JEFFREY SIMPSON
The Globe and Mail, Sept. 7, 2001
Medicare must be changed to be saved. The question is how.
Next week, Senator Michael Kirby's committee will publish a report outlining options for changing the system. Some of them will be far-reaching ones challenging the status quo as defined by the Canada Health Act.
Shortly thereafter, Mr. Kirby's committee will release two background reports -- one on health-care delivery systems in other countries, the other on what's driving the costs of medical care in Canada.
These reports will not recommend changes -- the specifics will come in the committee's final report next February -- but the analyses will challenge many of the conventional wisdoms about medicare. Put metaphorically, they will reflect "outside the box" thinking about Canada's health-care system.
By contrast, it is likely that the health commission under former Saskatchewan premier Roy Romanow will recommend "inside the box" changes when it delivers a final report in about a year. Mr. Romanow has already ruled out some radical changes such as user fees.
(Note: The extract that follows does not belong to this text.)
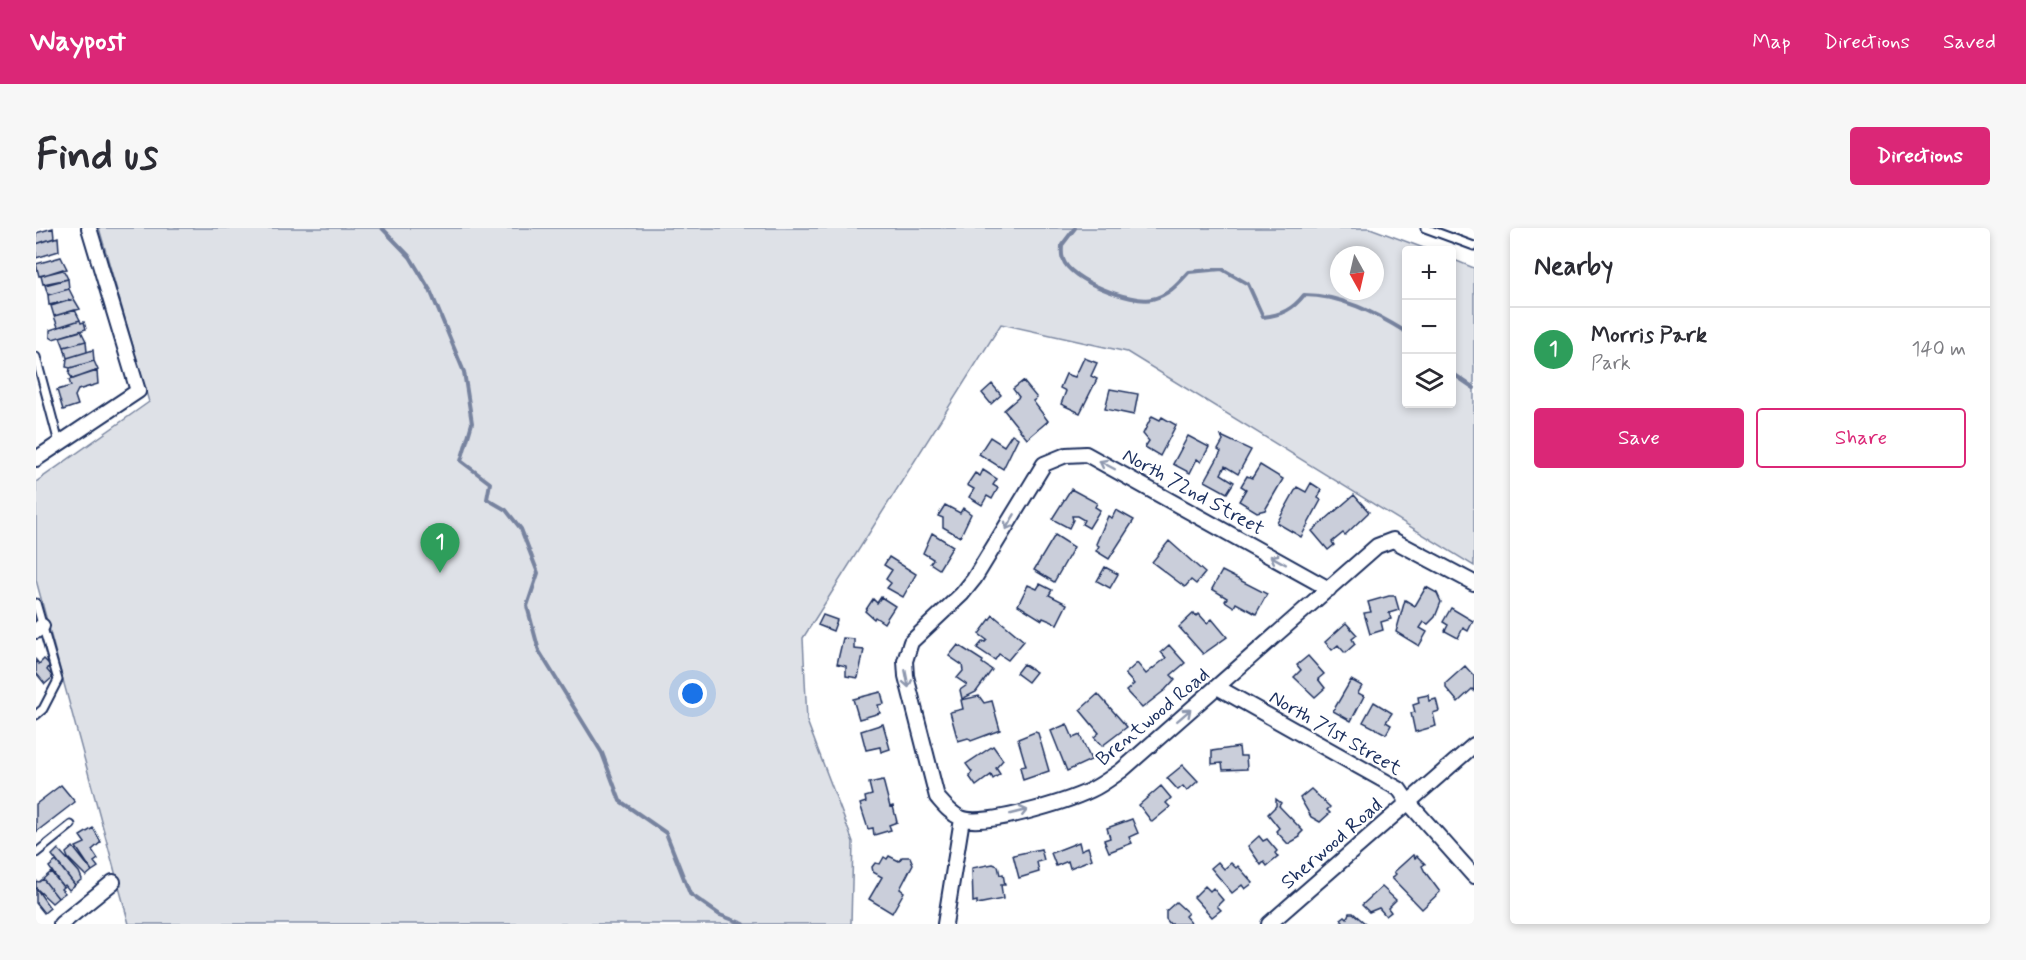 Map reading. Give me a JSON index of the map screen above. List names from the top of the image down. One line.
{"streets":{"street":["North 72nd Street","Brentwood Road","North 71st Street","Sherwood Road"]},"crossings":[["North 72nd Street","Brentwood Road"],["Brentwood Road","North 71st Street"],["North 71st Street","Sherwood Road"]],"one_way":["Brentwood Road"],"north":"bottom","page":{"header":"Waypost","nav":["Map","Directions","Saved"],"buttons":["Directions",["Save","Share"]],"title":"Find us","heading":"Nearby","map_buttons":["+","−"],"list":[{"mark":"1","name":"Morris Park","note":"Park","value":"140 m"}],"pins":"1"}}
When the Kirby and Romanow reports are completed, Canadians can finally launch a serious debate over health care. They will essentially have two versions of the future: the Romanow one of changing the system without challenging most of its principles, and the Kirby one outlining why the better administration won't suffice. The Kirby report will be the more interesting, the Romanow one the more politically palatable. Mr. Romanow is a former politician -- and a pragmatic social democrat to boot -- and he'll know the limits of the possible.
Everything we know about Mr. Romanow and his staff suggests they believe that medicare can only be saved with a huge administrative overhaul. Mr. Kirby will argue that administrative reforms are necessary but insufficient. His first report correctly underlined how the Canada Health Act has become an icon that is widely misunderstood and, as such, is an obstacle to better health care.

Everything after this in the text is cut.